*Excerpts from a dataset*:
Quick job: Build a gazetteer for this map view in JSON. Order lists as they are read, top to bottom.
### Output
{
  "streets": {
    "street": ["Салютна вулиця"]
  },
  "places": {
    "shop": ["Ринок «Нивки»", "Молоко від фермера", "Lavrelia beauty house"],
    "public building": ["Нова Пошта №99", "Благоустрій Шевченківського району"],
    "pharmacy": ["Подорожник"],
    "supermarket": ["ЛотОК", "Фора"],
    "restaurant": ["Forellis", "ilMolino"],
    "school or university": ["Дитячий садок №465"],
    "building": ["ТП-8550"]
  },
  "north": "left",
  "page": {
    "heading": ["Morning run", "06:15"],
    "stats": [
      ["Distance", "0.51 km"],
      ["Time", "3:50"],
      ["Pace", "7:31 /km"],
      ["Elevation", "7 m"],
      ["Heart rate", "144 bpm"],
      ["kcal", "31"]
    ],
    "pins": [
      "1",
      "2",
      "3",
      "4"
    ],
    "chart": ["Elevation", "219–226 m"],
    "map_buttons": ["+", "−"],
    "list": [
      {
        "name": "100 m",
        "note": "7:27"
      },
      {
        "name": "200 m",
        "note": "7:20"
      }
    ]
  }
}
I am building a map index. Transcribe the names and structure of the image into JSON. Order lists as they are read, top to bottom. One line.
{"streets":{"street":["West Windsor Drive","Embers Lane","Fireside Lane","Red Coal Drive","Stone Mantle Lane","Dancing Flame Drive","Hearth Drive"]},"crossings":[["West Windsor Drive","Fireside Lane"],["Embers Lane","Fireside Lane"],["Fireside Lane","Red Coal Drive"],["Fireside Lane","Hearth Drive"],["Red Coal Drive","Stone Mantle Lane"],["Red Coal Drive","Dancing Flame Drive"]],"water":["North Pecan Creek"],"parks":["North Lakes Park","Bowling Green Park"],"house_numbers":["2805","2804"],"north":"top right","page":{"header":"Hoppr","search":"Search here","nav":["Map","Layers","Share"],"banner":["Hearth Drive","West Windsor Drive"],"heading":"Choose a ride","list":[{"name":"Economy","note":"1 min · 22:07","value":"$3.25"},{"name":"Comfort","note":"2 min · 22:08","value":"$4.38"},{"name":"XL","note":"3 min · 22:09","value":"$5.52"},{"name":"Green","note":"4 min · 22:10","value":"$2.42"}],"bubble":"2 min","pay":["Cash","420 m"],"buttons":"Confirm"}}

*TASK REQUIREMENTS*: Scan the data for the word "they" and copy every line where it shows up.

*COMPLETED TASK*:
Quick job: Build a gazetteer for this map view in JSON. Order lists as they are read, top to bottom.
I am building a map index. Transcribe the names and structure of the image into JSON. Order lists as they are read, top to bottom. One line.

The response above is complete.